The top was incredible, and so worth the drive. On one side you could see the most amazing view of Mount Kazbegi in all its glory, and then turning around you’d get to see the Monastery sitting on hilltop. There seriously wasn’t anywhere to look that wasn’t completely spectacular.
After taking it all in, we climbed up to the Monastery to take a look. It was ancient (though not quite ancient enough to make George’s cut – I think he said it was 12th Century?) and beautiful and so so special. I had to cover my legs and hair in order to enter, and Dad had to wear full pants – no shorts allowed! It was weird to see the Church dictating what men can and cannot wear, even if it’s just an aversion to calfs. Women aren’t allowed to wear pants, but luckily they have all sorts of scarves and wraps available so that you can enter the monastery. There were no photos allowed, but it was incredible inside. The walls were all stone and decorated with beautiful colourful paintings of saints and golden little haning basket things that were all over the place. There was a main alter in the middle, and several circular stands full of candles people had lit. It had that distinct smell inside that you only find in churches where candles are burning – I love it.

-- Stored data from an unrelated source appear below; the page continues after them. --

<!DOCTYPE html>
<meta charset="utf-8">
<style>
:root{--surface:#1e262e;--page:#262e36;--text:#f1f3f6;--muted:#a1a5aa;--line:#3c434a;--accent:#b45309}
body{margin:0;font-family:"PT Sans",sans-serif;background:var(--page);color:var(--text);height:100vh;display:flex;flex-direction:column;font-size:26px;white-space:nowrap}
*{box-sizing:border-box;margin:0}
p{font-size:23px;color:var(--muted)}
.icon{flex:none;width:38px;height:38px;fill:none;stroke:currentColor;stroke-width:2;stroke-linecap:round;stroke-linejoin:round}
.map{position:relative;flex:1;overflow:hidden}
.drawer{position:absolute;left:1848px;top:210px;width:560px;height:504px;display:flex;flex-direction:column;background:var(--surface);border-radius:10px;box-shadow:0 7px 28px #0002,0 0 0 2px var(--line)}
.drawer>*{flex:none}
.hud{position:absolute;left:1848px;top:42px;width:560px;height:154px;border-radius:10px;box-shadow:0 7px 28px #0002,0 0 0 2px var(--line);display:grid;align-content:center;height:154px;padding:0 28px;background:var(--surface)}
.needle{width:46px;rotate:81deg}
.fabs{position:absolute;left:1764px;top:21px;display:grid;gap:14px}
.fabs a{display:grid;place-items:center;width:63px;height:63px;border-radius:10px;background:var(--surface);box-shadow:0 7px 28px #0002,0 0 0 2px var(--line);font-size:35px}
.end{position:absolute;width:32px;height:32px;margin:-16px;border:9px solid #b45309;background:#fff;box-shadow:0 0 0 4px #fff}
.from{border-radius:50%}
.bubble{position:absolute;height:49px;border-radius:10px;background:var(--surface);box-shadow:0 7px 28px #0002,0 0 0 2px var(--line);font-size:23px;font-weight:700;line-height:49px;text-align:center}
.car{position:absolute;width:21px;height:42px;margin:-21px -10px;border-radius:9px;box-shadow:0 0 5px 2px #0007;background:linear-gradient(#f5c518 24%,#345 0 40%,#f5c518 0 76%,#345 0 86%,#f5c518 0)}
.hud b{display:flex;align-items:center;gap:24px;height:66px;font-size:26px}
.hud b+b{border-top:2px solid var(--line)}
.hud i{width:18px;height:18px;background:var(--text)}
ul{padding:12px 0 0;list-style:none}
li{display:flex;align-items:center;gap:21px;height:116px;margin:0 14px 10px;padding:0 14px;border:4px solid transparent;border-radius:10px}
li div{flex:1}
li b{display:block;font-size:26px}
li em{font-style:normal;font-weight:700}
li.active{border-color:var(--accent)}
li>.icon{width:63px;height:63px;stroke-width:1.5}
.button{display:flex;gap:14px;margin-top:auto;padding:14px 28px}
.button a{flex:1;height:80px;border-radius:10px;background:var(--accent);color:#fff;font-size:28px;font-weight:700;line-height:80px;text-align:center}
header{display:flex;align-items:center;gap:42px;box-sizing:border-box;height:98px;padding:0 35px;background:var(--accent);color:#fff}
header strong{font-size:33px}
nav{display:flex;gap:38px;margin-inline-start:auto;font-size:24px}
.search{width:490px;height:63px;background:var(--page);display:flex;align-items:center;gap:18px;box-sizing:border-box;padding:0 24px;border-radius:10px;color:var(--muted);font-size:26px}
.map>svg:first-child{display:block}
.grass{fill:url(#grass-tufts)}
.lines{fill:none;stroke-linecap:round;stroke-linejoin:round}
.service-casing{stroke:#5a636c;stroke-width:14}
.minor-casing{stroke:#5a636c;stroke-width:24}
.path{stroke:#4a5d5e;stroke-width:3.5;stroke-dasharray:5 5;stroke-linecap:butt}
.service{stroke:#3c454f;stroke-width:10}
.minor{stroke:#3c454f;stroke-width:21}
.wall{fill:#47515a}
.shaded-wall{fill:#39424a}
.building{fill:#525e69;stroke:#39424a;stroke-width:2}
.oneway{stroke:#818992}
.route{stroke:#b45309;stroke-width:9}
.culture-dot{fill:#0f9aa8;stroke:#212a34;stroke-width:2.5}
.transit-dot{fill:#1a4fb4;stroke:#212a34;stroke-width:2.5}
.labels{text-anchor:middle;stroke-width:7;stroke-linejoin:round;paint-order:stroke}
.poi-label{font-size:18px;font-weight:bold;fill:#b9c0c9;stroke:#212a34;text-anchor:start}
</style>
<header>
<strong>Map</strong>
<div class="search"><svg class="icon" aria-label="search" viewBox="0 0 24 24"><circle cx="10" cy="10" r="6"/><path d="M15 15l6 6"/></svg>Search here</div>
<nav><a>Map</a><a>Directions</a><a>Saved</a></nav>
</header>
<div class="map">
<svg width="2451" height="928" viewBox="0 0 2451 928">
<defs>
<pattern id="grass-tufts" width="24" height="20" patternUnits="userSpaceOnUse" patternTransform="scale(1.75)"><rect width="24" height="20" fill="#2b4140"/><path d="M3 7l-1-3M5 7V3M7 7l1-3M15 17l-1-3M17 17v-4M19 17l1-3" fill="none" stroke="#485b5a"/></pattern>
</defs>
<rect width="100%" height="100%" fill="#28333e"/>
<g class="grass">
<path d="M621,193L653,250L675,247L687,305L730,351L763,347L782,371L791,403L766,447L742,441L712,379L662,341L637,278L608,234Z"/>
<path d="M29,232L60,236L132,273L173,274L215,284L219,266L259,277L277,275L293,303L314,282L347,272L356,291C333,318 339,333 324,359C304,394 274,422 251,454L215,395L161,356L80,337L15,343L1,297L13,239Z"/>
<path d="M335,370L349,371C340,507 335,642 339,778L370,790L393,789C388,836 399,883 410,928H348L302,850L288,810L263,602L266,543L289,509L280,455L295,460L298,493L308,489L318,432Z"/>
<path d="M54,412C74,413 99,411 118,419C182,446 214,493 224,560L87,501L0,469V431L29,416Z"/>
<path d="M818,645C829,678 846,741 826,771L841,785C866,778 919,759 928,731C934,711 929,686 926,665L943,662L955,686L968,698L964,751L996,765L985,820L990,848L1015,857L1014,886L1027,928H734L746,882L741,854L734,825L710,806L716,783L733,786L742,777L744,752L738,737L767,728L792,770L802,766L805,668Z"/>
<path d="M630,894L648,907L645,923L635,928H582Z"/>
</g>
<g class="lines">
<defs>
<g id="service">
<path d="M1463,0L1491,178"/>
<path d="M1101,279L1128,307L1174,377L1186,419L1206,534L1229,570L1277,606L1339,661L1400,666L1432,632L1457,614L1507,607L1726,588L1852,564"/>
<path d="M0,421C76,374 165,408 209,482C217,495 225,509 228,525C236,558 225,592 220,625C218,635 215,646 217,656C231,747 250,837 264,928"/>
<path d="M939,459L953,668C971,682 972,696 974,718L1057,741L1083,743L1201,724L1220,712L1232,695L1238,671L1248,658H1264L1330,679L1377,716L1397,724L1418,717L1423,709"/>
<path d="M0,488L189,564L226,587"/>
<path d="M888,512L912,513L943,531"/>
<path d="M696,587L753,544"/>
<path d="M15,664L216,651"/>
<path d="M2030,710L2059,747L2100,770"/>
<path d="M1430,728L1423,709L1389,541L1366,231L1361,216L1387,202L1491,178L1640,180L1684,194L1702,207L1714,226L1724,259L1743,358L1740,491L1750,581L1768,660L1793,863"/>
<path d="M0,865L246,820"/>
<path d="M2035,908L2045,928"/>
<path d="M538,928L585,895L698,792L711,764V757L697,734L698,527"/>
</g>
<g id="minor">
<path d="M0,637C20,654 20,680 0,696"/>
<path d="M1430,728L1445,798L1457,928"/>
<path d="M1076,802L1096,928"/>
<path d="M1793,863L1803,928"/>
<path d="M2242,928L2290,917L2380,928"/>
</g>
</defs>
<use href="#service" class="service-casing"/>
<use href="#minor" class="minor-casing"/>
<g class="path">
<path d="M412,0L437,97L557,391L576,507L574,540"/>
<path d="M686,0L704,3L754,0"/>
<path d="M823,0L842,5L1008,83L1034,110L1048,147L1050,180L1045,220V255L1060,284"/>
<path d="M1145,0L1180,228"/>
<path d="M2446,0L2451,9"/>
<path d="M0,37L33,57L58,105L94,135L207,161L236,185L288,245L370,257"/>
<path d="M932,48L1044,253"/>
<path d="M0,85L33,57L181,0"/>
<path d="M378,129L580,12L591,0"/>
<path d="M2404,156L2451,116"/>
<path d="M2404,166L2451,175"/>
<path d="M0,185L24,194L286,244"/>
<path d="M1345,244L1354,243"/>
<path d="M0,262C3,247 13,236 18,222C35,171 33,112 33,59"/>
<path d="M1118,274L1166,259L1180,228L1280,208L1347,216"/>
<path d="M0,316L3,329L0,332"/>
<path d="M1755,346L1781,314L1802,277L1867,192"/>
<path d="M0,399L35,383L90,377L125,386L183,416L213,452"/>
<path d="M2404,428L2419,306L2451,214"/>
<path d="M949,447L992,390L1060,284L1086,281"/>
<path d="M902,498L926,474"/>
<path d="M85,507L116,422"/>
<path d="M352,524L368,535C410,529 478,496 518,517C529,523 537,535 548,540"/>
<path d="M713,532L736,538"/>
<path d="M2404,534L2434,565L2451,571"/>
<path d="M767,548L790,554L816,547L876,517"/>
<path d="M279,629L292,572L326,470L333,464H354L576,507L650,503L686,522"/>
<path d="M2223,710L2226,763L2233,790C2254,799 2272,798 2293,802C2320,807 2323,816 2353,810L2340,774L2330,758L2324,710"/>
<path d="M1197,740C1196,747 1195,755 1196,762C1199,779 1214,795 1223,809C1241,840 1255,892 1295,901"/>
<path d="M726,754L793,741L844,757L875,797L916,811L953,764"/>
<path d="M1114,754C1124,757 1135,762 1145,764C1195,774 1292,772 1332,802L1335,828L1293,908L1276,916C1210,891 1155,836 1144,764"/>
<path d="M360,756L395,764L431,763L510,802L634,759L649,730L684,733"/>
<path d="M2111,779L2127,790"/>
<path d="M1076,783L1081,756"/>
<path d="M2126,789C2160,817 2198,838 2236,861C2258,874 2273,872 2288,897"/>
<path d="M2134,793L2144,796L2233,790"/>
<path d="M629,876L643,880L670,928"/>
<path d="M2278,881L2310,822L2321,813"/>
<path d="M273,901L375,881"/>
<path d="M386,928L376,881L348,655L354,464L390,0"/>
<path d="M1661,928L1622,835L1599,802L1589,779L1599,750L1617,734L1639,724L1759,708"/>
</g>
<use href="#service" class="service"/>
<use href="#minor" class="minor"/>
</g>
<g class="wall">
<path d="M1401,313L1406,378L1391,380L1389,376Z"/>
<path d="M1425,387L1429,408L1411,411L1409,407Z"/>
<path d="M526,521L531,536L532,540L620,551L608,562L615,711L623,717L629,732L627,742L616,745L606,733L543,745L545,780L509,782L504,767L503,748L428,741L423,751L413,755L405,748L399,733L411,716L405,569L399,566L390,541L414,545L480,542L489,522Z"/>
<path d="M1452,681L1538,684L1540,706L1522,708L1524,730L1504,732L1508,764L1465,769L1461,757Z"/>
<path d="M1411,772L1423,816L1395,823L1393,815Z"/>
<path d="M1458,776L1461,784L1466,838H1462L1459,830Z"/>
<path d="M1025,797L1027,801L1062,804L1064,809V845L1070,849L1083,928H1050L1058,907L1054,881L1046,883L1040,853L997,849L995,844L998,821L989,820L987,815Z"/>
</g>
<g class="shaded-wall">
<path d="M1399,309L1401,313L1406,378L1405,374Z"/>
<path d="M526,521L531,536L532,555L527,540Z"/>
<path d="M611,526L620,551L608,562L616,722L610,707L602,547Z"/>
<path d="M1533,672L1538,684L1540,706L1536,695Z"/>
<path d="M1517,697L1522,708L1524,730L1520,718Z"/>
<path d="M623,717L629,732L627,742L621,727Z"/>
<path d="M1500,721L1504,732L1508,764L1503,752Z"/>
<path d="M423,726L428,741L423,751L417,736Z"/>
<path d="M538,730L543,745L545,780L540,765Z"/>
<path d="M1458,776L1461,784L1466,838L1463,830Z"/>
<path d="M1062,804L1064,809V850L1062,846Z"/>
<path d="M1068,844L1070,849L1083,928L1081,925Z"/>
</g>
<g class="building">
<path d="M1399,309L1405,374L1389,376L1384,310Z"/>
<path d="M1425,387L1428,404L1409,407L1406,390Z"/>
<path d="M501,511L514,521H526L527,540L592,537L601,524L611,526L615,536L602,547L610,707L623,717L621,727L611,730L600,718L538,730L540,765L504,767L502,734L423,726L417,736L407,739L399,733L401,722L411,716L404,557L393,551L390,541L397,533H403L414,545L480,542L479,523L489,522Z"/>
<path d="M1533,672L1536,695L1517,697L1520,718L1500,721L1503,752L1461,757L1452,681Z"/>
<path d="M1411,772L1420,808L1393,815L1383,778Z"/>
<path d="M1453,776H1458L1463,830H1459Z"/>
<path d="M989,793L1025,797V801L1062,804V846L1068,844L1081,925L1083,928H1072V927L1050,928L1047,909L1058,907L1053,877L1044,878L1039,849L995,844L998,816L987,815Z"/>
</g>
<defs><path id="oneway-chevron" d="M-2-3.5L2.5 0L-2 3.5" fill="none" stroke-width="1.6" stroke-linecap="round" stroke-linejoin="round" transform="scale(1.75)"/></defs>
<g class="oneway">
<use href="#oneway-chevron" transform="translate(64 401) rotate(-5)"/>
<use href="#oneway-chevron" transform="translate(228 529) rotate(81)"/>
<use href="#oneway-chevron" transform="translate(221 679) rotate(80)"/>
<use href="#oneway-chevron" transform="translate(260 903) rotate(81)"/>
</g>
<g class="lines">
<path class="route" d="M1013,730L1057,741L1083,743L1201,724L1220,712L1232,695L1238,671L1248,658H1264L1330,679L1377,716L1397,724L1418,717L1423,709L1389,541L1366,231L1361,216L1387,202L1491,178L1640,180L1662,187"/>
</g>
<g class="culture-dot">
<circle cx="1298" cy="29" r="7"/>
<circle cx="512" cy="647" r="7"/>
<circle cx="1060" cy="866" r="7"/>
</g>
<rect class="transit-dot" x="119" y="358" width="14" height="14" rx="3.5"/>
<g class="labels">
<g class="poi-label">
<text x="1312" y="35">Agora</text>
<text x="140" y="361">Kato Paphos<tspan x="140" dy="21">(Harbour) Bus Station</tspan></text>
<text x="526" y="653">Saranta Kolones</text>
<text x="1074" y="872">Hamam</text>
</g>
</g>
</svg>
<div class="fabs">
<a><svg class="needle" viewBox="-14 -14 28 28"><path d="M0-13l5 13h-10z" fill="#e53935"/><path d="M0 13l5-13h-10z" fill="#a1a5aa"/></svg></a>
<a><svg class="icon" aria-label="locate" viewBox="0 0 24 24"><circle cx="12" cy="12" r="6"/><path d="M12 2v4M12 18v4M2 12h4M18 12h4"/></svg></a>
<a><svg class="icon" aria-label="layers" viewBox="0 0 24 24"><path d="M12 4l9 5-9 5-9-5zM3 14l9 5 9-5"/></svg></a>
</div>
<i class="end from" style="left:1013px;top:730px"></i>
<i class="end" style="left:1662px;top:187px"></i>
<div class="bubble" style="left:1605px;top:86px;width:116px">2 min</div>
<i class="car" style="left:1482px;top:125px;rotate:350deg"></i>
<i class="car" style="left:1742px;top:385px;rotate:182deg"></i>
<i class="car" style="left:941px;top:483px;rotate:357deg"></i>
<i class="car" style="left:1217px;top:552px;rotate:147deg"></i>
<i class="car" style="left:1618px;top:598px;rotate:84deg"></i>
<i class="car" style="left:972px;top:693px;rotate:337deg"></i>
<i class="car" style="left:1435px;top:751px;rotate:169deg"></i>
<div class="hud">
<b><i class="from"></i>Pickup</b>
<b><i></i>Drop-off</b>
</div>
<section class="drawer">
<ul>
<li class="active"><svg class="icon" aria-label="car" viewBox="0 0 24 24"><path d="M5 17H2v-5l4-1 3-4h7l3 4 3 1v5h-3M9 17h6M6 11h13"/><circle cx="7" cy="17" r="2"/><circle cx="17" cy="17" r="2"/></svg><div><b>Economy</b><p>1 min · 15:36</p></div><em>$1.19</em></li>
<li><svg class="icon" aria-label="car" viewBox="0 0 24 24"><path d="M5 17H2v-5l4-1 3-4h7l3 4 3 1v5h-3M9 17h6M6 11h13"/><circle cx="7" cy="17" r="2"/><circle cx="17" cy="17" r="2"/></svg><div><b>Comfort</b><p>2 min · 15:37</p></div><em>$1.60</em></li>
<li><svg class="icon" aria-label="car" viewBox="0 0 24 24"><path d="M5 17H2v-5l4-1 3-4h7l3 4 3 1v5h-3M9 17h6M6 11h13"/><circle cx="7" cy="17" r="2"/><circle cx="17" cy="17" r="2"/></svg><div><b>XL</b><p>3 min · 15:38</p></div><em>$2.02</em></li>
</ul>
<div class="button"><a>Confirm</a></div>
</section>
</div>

It was hard to eventually leave, but after taking it all in and turning around and around to make sure I got last looks of everything, we headed back down the terrifying road in our 4wd back into Kazbegi.
We got lunch at a litte cafe serving traditional Georgian food. George is currently fasting as per his religion; apparently in Georgian Orthodox, they “fast” for a period of 42 days where they don’t eat meat or drink wine. It sounds a bit like a less intense version of Ramadan to me, but I’m sure it’s completley different and I could get into a lot of trouble for saying that. Dad and I shared this special cheese bread dish specific to Georgia along with famous Georgian barbecue. I also tried a local beer called Kazbegi – it was nice and refreshing, but nothing noteworthy. It was all delicious, and a perfect way to end the day.
After a long drive back into town, I’m absolutely exhausted. Dad and I floated around in the pool a bit when we got back to cool off, and now we’re just relaxing with some of Georgia’s famous wine before bed.